■ Task to complete: Nothing but the data, repeated exactly, belongs in the answer.

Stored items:

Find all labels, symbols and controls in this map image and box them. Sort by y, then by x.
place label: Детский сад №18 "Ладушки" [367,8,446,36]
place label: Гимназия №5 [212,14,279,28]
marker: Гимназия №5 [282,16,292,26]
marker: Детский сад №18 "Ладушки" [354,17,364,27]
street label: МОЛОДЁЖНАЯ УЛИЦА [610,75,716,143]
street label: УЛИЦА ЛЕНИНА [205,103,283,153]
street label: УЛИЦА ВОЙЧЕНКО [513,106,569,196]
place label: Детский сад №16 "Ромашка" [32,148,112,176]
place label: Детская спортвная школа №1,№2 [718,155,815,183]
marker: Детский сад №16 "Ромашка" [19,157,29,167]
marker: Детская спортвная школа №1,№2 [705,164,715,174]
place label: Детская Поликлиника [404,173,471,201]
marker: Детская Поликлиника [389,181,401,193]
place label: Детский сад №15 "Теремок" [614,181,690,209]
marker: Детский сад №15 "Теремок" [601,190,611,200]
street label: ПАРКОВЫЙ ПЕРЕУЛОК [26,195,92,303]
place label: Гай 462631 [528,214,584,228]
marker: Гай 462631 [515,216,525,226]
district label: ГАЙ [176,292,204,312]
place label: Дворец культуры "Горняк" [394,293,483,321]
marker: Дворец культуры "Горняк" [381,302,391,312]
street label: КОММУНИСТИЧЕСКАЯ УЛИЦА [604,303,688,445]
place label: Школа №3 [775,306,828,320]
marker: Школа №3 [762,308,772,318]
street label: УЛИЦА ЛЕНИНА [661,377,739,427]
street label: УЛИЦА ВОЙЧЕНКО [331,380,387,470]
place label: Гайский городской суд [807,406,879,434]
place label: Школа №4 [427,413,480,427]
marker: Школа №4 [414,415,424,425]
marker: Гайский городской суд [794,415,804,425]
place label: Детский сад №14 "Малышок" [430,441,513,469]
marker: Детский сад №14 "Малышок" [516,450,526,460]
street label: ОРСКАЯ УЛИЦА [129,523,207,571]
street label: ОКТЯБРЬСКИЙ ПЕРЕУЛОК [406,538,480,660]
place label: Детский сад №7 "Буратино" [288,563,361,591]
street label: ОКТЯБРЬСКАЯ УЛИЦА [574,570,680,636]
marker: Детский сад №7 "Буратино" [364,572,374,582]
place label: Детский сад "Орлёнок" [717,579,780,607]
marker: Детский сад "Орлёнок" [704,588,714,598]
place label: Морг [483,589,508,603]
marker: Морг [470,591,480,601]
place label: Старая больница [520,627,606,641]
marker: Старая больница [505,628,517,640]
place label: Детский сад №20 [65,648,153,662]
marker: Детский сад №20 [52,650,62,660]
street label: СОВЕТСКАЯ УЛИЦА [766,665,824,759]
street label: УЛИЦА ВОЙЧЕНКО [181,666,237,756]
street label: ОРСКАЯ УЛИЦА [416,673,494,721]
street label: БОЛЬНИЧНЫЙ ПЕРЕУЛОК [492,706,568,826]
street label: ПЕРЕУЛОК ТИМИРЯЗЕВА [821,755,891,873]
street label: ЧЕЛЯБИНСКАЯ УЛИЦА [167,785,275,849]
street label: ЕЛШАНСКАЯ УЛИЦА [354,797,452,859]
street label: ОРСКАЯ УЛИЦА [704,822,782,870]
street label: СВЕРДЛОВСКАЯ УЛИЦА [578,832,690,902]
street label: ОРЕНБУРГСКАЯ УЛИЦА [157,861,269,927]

■ Answer box:
Find all labels, symbols and controls in this map image and box them. Sort by y, then by x.
place label: Детский сад №18 "Ладушки" [367,8,446,36]
place label: Гимназия №5 [212,14,279,28]
marker: Гимназия №5 [282,16,292,26]
marker: Детский сад №18 "Ладушки" [354,17,364,27]
street label: МОЛОДЁЖНАЯ УЛИЦА [610,75,716,143]
street label: УЛИЦА ЛЕНИНА [205,103,283,153]
street label: УЛИЦА ВОЙЧЕНКО [513,106,569,196]
place label: Детский сад №16 "Ромашка" [32,148,112,176]
place label: Детская спортвная школа №1,№2 [718,155,815,183]
marker: Детский сад №16 "Ромашка" [19,157,29,167]
marker: Детская спортвная школа №1,№2 [705,164,715,174]
place label: Детская Поликлиника [404,173,471,201]
marker: Детская Поликлиника [389,181,401,193]
place label: Детский сад №15 "Теремок" [614,181,690,209]
marker: Детский сад №15 "Теремок" [601,190,611,200]
street label: ПАРКОВЫЙ ПЕРЕУЛОК [26,195,92,303]
place label: Гай 462631 [528,214,584,228]
marker: Гай 462631 [515,216,525,226]
district label: ГАЙ [176,292,204,312]
place label: Дворец культуры "Горняк" [394,293,483,321]
marker: Дворец культуры "Горняк" [381,302,391,312]
street label: КОММУНИСТИЧЕСКАЯ УЛИЦА [604,303,688,445]
place label: Школа №3 [775,306,828,320]
marker: Школа №3 [762,308,772,318]
street label: УЛИЦА ЛЕНИНА [661,377,739,427]
street label: УЛИЦА ВОЙЧЕНКО [331,380,387,470]
place label: Гайский городской суд [807,406,879,434]
place label: Школа №4 [427,413,480,427]
marker: Школа №4 [414,415,424,425]
marker: Гайский городской суд [794,415,804,425]
place label: Детский сад №14 "Малышок" [430,441,513,469]
marker: Детский сад №14 "Малышок" [516,450,526,460]
street label: ОРСКАЯ УЛИЦА [129,523,207,571]
street label: ОКТЯБРЬСКИЙ ПЕРЕУЛОК [406,538,480,660]
place label: Детский сад №7 "Буратино" [288,563,361,591]
street label: ОКТЯБРЬСКАЯ УЛИЦА [574,570,680,636]
marker: Детский сад №7 "Буратино" [364,572,374,582]
place label: Детский сад "Орлёнок" [717,579,780,607]
marker: Детский сад "Орлёнок" [704,588,714,598]
place label: Морг [483,589,508,603]
marker: Морг [470,591,480,601]
place label: Старая больница [520,627,606,641]
marker: Старая больница [505,628,517,640]
place label: Детский сад №20 [65,648,153,662]
marker: Детский сад №20 [52,650,62,660]
street label: СОВЕТСКАЯ УЛИЦА [766,665,824,759]
street label: УЛИЦА ВОЙЧЕНКО [181,666,237,756]
street label: ОРСКАЯ УЛИЦА [416,673,494,721]
street label: БОЛЬНИЧНЫЙ ПЕРЕУЛОК [492,706,568,826]
street label: ПЕРЕУЛОК ТИМИРЯЗЕВА [821,755,891,873]
street label: ЧЕЛЯБИНСКАЯ УЛИЦА [167,785,275,849]
street label: ЕЛШАНСКАЯ УЛИЦА [354,797,452,859]
street label: ОРСКАЯ УЛИЦА [704,822,782,870]
street label: СВЕРДЛОВСКАЯ УЛИЦА [578,832,690,902]
street label: ОРЕНБУРГСКАЯ УЛИЦА [157,861,269,927]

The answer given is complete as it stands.